The government said 3,700 History teachers have been shortlisted for the first round of training for enhanced teaching of the subject.
Education Minister Adamu Adamu announced this at the kick-off ceremony of the reintroduction of teaching of History and training of teachers for the subject at basic education level yesterday in Abuja.
The minister said national cohesion was being threatened with the country retreating into primordial sentiments because of lack of knowledge about the evolution of Nigeria following the removal of History from the basic education curriculum.
Adamu was represented by the Minister of State for Education, Goodluck Nanah Opiah, at the event attended by the Sultan of Sokoto, Alhaji Muhammadu Sa’ad Abubakar III, and other key stakeholders in the Education sector.
History was removed from primary and secondary education curriculums from the 2009/2010 academic session.
Adamu ordered the reintroduction of the subject in 2019 following widespread condemnation.
Commenting on the new development, he said: “History used to be one of the foundational subjects taught in our classroom. But for some inexplicable reasons, the stream of teaching and learning was abolished.
“As a result, History was subsequently expunged from the list of subject combinations our students could offer in both external and internal examinations compared to the subjects that were made compulsory at basic and secondary levels in Nigeria.
“This single act no doubt relegated and eroded the knowledge and information that learners could otherwise have been exposed to. It was a monumental mistake and we have already started seeing its negative consequences.
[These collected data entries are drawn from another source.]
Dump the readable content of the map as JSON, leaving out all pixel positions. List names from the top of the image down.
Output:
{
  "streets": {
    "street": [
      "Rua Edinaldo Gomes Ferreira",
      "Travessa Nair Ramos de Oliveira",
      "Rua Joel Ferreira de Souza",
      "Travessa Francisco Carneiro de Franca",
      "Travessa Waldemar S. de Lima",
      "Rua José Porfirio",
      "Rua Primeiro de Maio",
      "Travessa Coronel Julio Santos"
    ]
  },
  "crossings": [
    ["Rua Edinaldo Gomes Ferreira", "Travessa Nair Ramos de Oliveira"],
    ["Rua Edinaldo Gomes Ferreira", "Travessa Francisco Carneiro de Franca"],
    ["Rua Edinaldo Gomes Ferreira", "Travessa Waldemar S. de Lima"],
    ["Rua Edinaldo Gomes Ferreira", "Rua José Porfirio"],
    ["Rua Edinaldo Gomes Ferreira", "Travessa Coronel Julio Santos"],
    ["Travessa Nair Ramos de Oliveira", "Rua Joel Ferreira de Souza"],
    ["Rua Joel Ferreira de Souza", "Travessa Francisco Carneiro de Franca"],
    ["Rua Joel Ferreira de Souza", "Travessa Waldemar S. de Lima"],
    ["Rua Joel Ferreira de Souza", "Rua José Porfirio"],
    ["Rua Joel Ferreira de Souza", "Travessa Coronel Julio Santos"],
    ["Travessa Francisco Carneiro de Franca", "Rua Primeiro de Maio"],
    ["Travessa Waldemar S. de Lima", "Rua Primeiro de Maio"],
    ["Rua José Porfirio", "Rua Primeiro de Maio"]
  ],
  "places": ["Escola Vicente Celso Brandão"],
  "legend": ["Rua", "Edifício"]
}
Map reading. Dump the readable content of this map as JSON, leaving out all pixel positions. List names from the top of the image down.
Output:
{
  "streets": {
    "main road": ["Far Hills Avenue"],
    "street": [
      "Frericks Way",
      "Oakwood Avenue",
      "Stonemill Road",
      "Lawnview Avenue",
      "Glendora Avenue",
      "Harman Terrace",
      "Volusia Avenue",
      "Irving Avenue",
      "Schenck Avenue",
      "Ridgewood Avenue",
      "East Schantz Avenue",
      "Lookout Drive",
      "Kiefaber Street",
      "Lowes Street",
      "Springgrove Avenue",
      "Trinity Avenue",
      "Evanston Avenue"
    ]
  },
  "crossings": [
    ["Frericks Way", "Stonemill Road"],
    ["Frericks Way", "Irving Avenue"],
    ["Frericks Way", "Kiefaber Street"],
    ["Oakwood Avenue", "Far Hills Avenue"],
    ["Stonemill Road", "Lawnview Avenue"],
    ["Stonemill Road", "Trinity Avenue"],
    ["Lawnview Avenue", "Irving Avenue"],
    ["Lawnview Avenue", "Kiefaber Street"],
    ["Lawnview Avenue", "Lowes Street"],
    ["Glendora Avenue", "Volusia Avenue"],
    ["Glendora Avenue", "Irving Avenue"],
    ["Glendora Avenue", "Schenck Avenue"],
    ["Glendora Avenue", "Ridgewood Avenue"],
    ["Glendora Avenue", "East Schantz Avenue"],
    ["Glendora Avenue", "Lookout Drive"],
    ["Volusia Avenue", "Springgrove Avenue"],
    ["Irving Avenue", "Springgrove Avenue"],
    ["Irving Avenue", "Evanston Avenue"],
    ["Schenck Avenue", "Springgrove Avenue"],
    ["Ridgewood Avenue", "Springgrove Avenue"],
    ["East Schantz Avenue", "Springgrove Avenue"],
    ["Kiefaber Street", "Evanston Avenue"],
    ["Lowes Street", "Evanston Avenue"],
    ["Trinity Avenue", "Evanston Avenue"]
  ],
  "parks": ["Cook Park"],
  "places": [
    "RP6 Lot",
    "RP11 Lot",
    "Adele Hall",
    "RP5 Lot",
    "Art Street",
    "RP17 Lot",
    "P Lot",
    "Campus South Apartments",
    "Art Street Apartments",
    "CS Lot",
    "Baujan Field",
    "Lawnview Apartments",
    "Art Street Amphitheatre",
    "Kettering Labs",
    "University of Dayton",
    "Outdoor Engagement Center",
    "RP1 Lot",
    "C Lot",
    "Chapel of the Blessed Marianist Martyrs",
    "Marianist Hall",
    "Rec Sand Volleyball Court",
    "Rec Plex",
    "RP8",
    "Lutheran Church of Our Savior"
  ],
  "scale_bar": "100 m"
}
“The loss created by the absence of this subject has led to a fall in moral values, erosion of civic values, and disconnect from the past. More worrisome was the neglect of the teaching of this subject at basic and post basic levels of education, which invariably eroded the knowledge of the evolution of Nigeria as a country.
“The immediate implication of this was that we lost ideas, even of our recent past, and we scarcely saw ourselves as one nation and gradually began retreating into our primordial sentiments.”
The minister added that the training and retraining of teachers to enhance their capacity would lead to the mastery of the subject would be a focus of the reintroduction.